The War for the House

Chapter 125 · ~3.7k words

Margaret stood frozen, her hand white-knuckled on the handle of her designer bag. The air in the office curdled. Lucas didn't flinch; he merely smoothed the front of his Italian wool blazer, his eyes dancing with a light that was purely, terrifyingly Arthur.

"You look as though you've seen a ghost, Margaret," Lucas said. The cadence was a haunting echo of the man who had imprisoned her. "But I assure you, I am very much of this world."

"Get out," Margaret whispered. The command lacked its usual iron.

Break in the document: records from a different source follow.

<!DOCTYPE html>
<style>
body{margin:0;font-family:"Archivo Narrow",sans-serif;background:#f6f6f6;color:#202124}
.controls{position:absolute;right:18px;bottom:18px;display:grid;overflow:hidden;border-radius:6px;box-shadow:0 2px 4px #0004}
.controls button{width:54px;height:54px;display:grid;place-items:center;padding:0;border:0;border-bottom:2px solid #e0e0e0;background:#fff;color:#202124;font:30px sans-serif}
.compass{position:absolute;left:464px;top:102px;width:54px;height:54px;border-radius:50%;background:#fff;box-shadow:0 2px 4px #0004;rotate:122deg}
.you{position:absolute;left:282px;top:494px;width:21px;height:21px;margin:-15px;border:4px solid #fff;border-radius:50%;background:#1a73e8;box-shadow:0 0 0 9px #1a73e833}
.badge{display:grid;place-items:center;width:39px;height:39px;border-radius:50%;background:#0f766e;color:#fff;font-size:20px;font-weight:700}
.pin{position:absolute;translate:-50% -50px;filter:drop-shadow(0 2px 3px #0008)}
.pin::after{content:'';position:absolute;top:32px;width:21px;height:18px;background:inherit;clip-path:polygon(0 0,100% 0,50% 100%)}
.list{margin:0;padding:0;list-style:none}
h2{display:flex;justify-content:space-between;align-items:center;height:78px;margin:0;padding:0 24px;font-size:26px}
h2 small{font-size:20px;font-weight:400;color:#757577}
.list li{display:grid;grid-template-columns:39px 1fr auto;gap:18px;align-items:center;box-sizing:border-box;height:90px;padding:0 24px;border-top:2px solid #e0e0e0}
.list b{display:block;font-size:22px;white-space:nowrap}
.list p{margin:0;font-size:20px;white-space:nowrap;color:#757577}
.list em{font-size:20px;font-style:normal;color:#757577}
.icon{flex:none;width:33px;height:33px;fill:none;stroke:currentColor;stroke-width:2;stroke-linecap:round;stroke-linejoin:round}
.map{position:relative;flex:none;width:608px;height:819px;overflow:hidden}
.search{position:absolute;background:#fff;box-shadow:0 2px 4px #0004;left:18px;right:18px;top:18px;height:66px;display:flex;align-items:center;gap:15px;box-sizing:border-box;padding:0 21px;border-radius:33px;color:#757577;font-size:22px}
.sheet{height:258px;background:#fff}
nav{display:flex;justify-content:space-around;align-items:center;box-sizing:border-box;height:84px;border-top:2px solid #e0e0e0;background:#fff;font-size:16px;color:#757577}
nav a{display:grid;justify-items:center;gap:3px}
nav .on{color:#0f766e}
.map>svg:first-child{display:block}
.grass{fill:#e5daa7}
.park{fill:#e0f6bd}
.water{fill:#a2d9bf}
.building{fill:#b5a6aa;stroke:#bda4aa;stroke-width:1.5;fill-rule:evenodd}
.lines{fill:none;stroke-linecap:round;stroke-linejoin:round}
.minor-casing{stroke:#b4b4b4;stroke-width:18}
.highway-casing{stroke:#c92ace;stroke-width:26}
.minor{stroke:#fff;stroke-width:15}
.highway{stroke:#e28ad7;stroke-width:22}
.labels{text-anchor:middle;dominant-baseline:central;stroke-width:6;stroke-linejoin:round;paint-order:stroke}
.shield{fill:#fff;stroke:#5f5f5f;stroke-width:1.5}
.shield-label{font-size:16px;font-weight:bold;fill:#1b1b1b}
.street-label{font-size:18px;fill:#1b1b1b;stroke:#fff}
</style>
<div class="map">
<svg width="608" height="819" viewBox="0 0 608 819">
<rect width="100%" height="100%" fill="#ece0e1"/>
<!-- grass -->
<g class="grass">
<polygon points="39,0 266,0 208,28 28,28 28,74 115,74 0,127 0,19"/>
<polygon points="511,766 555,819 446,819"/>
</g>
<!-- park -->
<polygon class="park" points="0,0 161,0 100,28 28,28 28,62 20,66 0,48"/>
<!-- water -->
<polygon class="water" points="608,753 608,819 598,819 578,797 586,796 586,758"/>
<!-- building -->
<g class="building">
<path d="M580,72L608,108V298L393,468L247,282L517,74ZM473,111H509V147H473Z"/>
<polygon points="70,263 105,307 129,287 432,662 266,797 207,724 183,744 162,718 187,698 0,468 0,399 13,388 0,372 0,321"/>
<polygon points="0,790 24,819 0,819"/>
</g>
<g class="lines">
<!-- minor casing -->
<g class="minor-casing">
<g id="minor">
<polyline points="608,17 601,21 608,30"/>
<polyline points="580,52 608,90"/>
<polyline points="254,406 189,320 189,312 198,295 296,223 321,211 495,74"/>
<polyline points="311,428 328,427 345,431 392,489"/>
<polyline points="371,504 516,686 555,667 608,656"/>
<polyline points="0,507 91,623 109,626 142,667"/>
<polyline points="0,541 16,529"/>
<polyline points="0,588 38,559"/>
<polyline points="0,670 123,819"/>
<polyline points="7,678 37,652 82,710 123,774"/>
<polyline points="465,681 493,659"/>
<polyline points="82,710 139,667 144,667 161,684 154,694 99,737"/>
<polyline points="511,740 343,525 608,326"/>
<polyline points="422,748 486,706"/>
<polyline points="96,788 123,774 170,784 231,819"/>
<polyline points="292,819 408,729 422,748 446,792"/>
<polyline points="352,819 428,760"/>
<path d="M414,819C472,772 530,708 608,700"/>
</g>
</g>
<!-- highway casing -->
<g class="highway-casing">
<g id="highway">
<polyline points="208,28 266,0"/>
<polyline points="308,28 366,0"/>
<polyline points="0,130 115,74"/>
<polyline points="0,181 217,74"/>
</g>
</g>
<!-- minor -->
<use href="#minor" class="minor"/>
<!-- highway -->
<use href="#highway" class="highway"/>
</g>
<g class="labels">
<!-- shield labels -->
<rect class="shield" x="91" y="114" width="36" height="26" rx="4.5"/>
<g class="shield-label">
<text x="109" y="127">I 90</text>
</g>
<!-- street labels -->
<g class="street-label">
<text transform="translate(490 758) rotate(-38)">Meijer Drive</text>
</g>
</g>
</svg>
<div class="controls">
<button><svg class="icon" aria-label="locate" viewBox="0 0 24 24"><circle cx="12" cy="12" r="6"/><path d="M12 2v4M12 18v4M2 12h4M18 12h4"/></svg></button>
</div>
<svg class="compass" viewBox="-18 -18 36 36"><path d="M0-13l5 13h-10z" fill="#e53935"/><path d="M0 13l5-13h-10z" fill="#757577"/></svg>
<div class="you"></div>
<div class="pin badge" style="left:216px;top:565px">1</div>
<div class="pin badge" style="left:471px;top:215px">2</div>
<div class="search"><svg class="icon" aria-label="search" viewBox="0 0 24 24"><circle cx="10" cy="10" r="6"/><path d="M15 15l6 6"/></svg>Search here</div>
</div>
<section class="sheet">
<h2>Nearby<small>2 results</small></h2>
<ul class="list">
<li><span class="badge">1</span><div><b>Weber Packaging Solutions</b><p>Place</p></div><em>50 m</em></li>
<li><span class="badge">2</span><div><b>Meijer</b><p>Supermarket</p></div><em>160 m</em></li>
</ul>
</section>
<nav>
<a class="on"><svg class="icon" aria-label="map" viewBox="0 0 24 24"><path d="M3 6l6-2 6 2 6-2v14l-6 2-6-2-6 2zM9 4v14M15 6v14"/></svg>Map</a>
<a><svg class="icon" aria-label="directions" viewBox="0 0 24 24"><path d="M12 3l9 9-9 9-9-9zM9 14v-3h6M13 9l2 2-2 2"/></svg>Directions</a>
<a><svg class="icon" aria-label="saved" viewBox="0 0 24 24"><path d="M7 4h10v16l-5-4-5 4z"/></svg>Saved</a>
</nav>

"I'm afraid I can't do that." Lucas stepped away from the window, moving with a predator's grace toward my desk. "I believe Elena was just about to review my credentials. The warden at Blackwood was quite helpful in ensuring the paperwork was... indisputable."

I looked at the letter again. The wax seal wasn't just decorative. It was a lock. Arthur had known the board would doubt Margaret’s stability after a decade of 'illness.' He had known they would balk at an outsider like me. He had planted Lucas as the only alternative they would accept—a biological Hawthorne with Arthur's ruthlessness and none of Julian's guilt.

"Elena, call security," Margaret snapped, finally finding her voice. Her eyes were fixed on Lucas, but her words were meant for me. "I want this pretender removed from the building."

I reached for the intercom, but Lucas raised a hand. "Wait."

He looked at Margaret, his expression shifting from mockery to a cold, clinical curiosity. "The board is meeting in twenty minutes, Margaret. They are currently debating whether a woman who hasn't seen the light of day in ten years is fit to hold the tie-breaking vote. If you kick me out now, I go straight to the press. I tell them about the secondary ledger. I tell them about the 'other' family Arthur was funding while you were away."

Margaret’s composure shattered. She sank into the guest chair, her breathing shallow. She knew the board's precariousness. She knew they were looking for any excuse to regain the control Arthur had wielded over them.

"He's a weapon, Elena," Margaret said, her voice hollow. She wasn't looking at me. She was looking at the floor. "Arthur told me once... if he ever felt the foundation cracking, he’d bring the whole house down. He’s doing it now. From a cell."

I looked at Lucas. He was watching Margaret with a chilling lack of empathy. Then he looked at me. He expected me to be the weak link. The administrator. The wife.

I felt the USB drive in my blazer pocket. *The Others*. I had the data. I had the wire transfers. I had the names of every person Arthur had ever bought, including the man standing in front of me.

"Twenty minutes," I said, my voice cutting through the tension.

Both Hawthornes looked at me.

"We go to the boardroom together," I said. "Margaret, you are the Chairwoman. Lucas, you are the proxy. I am the CEO."

I stood up, rounding the desk. I was the only one in the room whose blood wasn't tainted by Arthur’s legacy. I was the one who had built the trap that caught him, and I was the only one who knew how to reset the teeth.

"But make no mistake," I added, looking Lucas dead in his gray eyes. "I run this house."

I walked toward the door, Margaret following like a shadow. Lucas lingered for a second, a dark silhouette against the Manhattan skyline, before joining us.

We entered the boardroom as a united front, but the air was thick with the scent of a fresh kill. The board members fell silent as we took our places. I sat at the head of the long mahogany table. I was the CEO.

I looked around the room, meeting the gaze of every man and woman there. I was the only one in the room who wasn't a Hawthorne by blood.